*** Exercise data
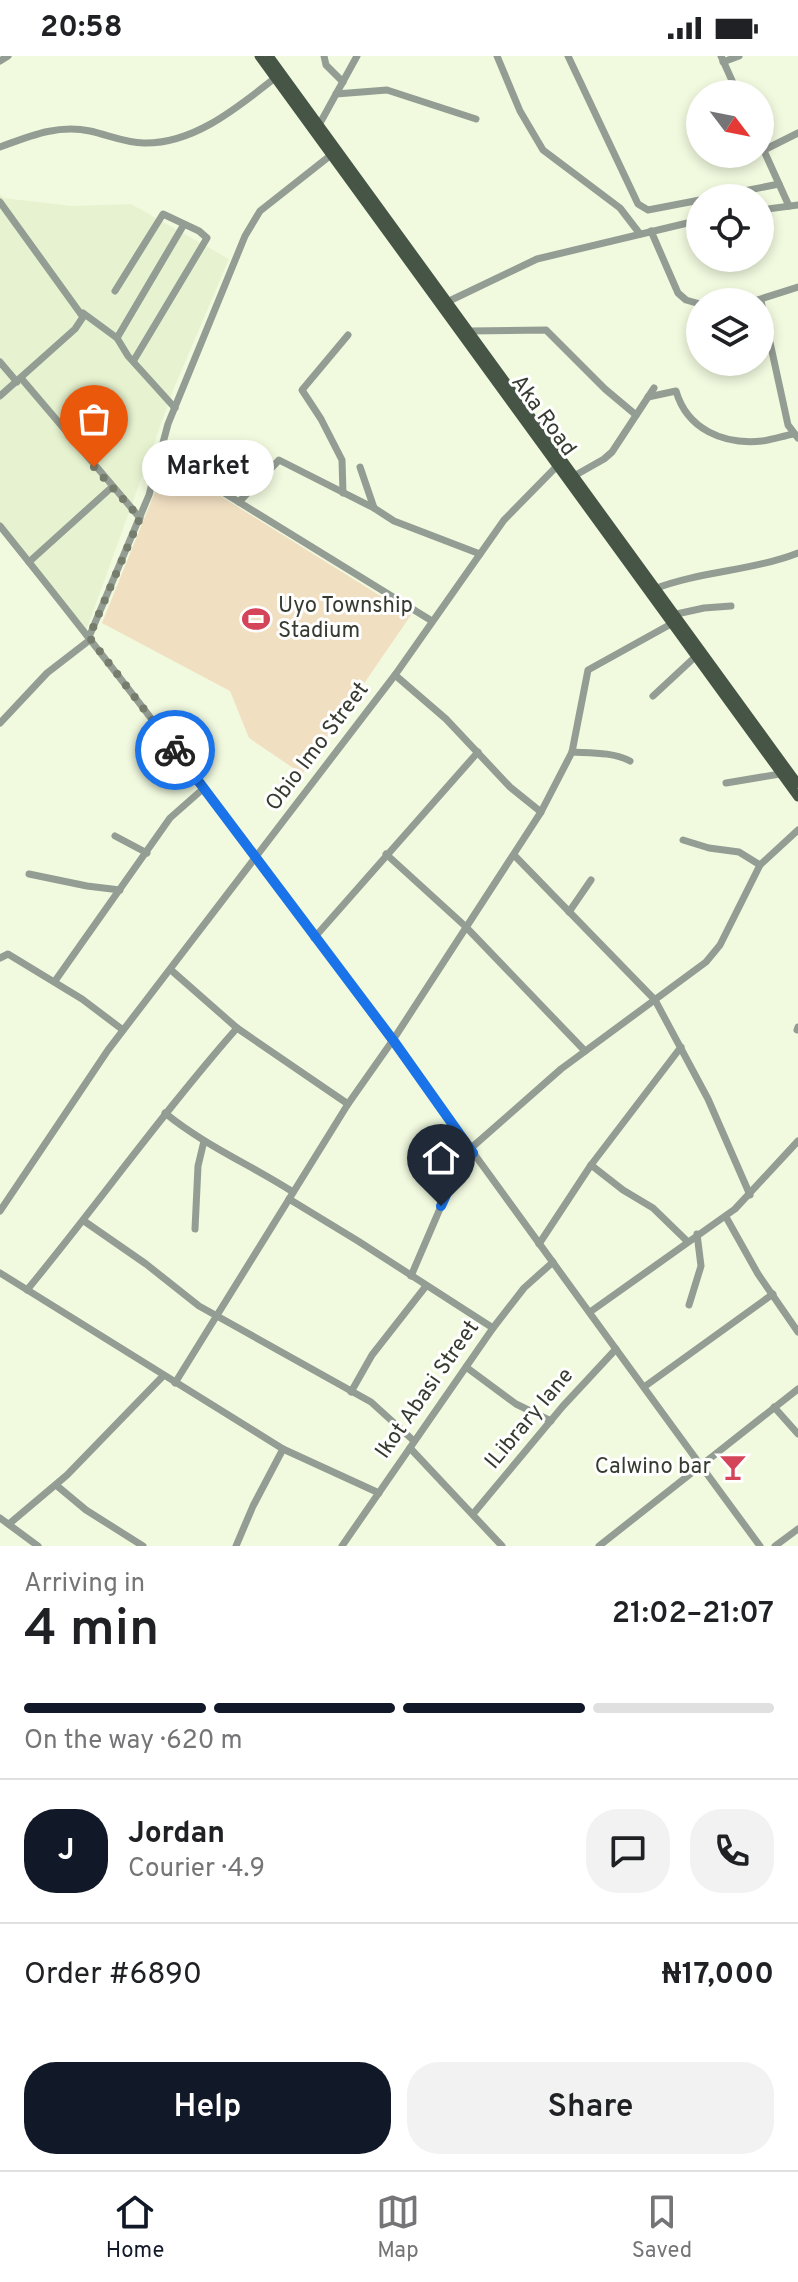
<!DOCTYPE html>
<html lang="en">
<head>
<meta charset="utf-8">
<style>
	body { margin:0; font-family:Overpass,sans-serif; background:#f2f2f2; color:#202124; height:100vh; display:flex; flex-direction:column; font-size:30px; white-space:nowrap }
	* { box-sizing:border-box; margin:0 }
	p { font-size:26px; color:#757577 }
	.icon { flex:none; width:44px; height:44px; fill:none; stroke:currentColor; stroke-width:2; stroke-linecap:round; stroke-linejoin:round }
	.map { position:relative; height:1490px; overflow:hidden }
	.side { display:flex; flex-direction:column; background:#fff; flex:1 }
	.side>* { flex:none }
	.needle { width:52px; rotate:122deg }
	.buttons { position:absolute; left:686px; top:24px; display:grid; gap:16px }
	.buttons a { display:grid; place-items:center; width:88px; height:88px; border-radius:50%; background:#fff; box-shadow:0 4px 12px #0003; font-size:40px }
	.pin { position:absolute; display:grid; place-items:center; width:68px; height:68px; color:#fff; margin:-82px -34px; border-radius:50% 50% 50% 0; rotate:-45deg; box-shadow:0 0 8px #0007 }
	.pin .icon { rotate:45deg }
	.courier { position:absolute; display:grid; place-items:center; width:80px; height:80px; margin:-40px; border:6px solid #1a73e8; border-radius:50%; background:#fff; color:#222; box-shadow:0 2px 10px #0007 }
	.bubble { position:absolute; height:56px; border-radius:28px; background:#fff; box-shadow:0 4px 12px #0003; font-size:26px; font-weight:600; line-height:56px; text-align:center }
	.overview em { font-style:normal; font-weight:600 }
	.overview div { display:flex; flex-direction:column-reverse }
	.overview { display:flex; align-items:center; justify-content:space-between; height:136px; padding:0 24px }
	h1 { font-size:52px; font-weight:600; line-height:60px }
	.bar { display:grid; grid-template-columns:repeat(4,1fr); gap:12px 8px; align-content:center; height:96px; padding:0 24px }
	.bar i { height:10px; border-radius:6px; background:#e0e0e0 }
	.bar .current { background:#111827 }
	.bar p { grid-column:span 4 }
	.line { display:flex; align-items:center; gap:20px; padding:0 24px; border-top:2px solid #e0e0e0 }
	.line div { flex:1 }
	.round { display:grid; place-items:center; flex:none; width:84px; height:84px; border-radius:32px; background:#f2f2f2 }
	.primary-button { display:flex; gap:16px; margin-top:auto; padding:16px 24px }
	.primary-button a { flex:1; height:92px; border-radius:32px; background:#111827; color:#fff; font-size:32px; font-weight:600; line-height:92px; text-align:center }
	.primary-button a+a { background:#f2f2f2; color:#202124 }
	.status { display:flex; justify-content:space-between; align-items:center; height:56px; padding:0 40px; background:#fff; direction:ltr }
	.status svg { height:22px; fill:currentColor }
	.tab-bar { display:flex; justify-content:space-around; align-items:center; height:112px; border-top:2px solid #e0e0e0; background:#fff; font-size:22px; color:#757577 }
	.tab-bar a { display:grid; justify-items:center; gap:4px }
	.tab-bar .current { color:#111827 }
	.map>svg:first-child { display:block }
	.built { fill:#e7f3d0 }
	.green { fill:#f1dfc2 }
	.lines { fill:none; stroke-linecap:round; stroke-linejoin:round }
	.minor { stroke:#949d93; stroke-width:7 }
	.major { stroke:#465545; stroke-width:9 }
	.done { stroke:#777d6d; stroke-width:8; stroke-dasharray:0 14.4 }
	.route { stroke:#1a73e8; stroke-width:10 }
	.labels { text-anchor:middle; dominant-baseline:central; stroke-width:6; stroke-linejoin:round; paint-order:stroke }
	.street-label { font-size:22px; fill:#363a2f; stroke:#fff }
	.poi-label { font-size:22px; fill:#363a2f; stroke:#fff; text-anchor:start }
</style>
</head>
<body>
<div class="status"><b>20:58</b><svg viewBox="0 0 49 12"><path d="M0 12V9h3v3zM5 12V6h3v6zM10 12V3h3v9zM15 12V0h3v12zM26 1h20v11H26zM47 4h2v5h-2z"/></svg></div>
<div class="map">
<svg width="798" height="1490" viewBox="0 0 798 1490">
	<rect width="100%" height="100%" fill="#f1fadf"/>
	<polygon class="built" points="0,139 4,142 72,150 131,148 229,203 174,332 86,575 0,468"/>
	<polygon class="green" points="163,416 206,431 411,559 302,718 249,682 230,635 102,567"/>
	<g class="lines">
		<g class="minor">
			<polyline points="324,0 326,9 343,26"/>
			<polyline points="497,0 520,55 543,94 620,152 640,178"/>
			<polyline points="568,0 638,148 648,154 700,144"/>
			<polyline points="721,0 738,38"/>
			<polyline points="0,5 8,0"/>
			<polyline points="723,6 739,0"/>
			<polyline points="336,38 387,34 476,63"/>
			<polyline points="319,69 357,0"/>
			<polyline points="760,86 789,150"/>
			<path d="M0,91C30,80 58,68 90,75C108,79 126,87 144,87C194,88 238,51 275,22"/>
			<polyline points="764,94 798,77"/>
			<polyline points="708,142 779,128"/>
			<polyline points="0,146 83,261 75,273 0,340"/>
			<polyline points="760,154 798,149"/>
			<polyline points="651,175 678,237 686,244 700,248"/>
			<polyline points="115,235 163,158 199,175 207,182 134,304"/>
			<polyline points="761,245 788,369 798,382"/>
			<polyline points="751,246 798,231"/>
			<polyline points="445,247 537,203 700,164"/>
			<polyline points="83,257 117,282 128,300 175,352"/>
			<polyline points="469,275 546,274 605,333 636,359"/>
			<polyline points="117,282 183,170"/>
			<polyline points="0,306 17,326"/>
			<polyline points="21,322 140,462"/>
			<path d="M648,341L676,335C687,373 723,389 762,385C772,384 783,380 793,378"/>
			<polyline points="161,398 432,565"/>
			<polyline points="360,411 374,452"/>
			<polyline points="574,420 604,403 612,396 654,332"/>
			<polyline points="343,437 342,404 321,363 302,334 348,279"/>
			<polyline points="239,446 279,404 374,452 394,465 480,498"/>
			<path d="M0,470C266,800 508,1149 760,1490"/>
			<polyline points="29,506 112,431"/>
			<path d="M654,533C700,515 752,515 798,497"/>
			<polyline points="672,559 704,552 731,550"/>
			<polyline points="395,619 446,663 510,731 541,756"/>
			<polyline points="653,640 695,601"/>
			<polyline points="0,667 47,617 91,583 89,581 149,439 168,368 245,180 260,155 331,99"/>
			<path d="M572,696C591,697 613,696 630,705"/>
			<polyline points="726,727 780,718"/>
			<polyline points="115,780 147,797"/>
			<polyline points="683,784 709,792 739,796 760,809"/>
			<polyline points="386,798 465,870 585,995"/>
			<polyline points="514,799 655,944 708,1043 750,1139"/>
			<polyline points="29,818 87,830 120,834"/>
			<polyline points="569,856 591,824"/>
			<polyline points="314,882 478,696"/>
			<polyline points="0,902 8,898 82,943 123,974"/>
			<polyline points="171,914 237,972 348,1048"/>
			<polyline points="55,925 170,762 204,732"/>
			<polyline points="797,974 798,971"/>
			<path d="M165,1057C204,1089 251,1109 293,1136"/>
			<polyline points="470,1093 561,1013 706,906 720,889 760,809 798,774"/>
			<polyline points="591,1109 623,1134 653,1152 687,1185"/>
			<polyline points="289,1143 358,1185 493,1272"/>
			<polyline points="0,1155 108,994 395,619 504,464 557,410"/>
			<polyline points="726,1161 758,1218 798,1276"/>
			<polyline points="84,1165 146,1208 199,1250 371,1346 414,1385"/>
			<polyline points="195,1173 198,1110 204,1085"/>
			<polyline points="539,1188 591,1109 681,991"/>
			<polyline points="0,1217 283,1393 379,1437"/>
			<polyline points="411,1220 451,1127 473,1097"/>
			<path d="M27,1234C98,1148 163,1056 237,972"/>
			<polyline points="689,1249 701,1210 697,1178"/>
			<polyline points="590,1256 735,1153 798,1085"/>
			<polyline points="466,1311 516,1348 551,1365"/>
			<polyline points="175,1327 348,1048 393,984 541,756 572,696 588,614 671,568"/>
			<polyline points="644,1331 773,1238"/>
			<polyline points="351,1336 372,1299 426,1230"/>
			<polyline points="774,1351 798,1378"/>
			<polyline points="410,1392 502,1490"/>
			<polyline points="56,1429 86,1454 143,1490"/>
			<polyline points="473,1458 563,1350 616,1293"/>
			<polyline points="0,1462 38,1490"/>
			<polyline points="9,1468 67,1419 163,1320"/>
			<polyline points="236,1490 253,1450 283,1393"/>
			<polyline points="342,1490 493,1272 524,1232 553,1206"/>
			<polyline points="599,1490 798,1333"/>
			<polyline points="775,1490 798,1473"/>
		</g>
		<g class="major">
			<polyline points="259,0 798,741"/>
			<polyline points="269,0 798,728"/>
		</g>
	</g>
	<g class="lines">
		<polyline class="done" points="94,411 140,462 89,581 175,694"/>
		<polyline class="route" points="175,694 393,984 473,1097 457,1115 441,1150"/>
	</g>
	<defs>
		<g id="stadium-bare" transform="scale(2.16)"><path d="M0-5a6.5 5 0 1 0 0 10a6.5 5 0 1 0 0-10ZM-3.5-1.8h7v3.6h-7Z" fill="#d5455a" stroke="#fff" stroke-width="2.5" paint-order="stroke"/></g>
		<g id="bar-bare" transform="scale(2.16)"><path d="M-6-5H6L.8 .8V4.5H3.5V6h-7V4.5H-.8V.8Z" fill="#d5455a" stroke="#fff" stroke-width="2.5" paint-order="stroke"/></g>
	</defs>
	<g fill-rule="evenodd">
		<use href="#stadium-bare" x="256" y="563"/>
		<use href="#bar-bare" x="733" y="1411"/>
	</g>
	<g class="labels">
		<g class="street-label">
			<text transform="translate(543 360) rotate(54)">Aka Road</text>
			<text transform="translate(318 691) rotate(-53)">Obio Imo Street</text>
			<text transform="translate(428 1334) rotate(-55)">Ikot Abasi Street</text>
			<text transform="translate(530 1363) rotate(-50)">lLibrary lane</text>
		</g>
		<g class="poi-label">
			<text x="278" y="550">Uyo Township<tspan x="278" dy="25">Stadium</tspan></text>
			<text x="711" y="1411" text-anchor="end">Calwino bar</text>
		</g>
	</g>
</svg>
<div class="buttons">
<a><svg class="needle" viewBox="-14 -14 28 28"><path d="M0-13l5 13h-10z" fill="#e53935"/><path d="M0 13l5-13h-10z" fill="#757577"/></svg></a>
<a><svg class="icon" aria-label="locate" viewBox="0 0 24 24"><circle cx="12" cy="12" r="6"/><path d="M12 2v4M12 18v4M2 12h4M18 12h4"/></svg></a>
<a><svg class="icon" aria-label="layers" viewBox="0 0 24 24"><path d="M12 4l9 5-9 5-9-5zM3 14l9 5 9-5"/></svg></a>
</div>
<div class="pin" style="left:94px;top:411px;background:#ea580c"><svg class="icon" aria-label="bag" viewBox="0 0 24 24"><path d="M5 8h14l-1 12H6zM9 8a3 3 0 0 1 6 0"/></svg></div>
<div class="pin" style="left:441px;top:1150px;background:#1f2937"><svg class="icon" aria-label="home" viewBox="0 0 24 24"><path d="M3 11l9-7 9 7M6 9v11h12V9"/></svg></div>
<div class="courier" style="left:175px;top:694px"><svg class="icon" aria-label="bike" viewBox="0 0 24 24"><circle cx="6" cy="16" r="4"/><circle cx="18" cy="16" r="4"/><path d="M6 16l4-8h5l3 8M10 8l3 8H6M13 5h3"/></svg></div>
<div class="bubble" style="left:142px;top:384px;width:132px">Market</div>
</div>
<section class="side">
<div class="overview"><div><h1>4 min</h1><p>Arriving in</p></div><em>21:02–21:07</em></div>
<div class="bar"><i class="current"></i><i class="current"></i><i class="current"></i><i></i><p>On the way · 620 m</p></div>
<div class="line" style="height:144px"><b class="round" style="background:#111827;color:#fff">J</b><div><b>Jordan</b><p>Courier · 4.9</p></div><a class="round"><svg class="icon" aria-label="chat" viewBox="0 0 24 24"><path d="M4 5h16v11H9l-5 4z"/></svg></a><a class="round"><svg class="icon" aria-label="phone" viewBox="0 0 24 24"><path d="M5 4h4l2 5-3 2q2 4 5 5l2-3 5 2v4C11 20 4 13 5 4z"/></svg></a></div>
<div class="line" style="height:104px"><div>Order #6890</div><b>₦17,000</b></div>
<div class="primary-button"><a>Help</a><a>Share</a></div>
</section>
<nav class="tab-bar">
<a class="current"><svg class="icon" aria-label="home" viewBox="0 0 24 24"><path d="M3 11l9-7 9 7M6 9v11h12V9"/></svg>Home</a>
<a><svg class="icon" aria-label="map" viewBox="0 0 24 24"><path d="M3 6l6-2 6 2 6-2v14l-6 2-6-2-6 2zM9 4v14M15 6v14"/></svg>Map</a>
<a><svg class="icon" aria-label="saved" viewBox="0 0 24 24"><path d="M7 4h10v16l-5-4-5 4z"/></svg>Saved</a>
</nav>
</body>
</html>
******
### What the exercise asks
Copy each line of the listing above that contains the word "linecap".

### Task output
	.icon { flex:none; width:44px; height:44px; fill:none; stroke:currentColor; stroke-width:2; stroke-linecap:round; stroke-linejoin:round }
	.lines { fill:none; stroke-linecap:round; stroke-linejoin:round }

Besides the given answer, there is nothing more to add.